Vemos, pues, que con su voz guiada por él o prestada a Hernández, Martín Fierro pertenece a tradiciones en las que la musicalidad no pasa por alto. Sea épico o no: sea la historia propia o ajena. Y en la canción va el poema, y en el poema, la poesía. Si bien la estructura del texto (sextillas en octosílabos, con rima consonante) nos dice que estamos ante un poema, poco nos falta para asegurarnos que el poema contiene poesía, pues Según de Octavio Paz “no todo poema—o para ser más exactos: no toda obra construida bajo las leyes del metro—contiene poesía […] Por otra parte, hay poesía sin poemas […] El poema no es una forma literaria sino el lugar de encuentro entre la poesía y el hombre (Paz 14). Es evidente que estamos ante ese puente entre la poesía y el humano, y no ante una simple estructura metálica de leyes métricas: “cantando me he de morir /cantando me han de enterrar / y cantando he de llegar / al pie del Eterno Padre; /dende el vientre de mi madre /vine a este mundo a cantar” (Fierro 11), ahí está presente una exageración por el gusto del canto. Pero también, como elemento poético, encontramos su insistente mención a las aves para analogías diversas, comparaciones o explicaciones. Pero no sólo es ahí donde radica su toque poético, sino en la elección del léxico, pues para T. S. Eliot “la ley de que la poesía no debe apartarse demasiado del lenguaje ordinario a que estamos acostumbrados a usar y oír diariamente. Ya sea rítmica o silábica, rimada o no rimada, formal o libre, la poesía no puede darse el lujo de perder su contacto con el cambiante lenguaje de la comunicación común y corriente.” (Eliot 8) E insiste perenne en que el lenguaje ocupado, que no debe sustraerse del todo de la cotidianidad, tiene de por sí una musicalidad impregnada, que hará variar el ritmo del poema-poesía según el ordenamiento sintáctico de las palabras y la buena elección de tales. Logra hacerlo Fierro, porque no alarga los versos, no los destruye queriendo volverse Hernández y aunque pareciera estar plagado el texto de vocabulario pampeano y escritura fonética de la misma naturaleza que el léxico, no es abusivo: es lo necesario.

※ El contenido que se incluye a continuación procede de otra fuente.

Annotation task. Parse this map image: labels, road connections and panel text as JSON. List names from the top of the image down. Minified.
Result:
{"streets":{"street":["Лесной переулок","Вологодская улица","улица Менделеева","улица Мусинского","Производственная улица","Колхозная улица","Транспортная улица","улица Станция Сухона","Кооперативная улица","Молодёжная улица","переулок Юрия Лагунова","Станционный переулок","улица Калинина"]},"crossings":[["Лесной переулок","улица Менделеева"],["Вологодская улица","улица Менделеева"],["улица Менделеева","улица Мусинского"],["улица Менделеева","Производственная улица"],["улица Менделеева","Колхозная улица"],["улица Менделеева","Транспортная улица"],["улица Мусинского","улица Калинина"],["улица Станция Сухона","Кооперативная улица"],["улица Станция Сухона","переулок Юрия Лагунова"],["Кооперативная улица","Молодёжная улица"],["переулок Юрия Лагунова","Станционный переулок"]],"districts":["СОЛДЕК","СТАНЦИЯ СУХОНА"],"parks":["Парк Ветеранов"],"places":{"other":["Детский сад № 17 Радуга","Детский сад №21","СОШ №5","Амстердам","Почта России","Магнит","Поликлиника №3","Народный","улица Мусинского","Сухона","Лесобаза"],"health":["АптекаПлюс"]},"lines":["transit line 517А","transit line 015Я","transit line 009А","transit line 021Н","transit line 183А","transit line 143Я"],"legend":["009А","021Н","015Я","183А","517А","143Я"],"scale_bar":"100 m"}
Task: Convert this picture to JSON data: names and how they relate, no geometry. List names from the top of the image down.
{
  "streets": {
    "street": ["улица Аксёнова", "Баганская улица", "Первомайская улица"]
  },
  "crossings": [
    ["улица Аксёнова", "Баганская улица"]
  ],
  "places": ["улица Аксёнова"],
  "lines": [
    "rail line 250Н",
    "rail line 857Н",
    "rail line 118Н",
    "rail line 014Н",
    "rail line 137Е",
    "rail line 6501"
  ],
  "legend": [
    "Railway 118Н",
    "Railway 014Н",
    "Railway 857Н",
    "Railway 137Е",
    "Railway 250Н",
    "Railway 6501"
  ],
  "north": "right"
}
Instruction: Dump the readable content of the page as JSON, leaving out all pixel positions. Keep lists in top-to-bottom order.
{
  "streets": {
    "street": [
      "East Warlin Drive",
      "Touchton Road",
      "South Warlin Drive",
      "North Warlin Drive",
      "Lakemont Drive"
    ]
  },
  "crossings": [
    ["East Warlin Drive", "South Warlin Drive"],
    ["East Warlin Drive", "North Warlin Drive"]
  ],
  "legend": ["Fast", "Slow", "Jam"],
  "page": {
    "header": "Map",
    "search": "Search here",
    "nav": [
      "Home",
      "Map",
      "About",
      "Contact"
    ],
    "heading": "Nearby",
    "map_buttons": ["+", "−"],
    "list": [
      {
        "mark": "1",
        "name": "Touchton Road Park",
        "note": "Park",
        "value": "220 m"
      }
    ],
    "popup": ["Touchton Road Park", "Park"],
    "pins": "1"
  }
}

Una palabra más o una palabra menos hubiera cambiado todo el sentido poético del texto. Perdería la credibilidad enorme que fue construyendo en nosotros entorno a su imagen. ¡Es por eso que José Hernández murió! ¡Por esa razón Martín Fierro es no un personaje, una persona que canta, que poetiza su historia! Pero no sólo las palabras, sino la significación rítmica que les acompaña, pues no pueden separarse estos dos factores. ““Una tradición encuentra la luz en los límites del lenguaje. Otra, no menos antigua ni activa en nuestra poesía y en nuestra poética, encuentra la música.” (Steiner 59) y para decirlo de manera más concreta “la música de la poesía no es algo que exista fuera y aparte del significado” (Eliot 9).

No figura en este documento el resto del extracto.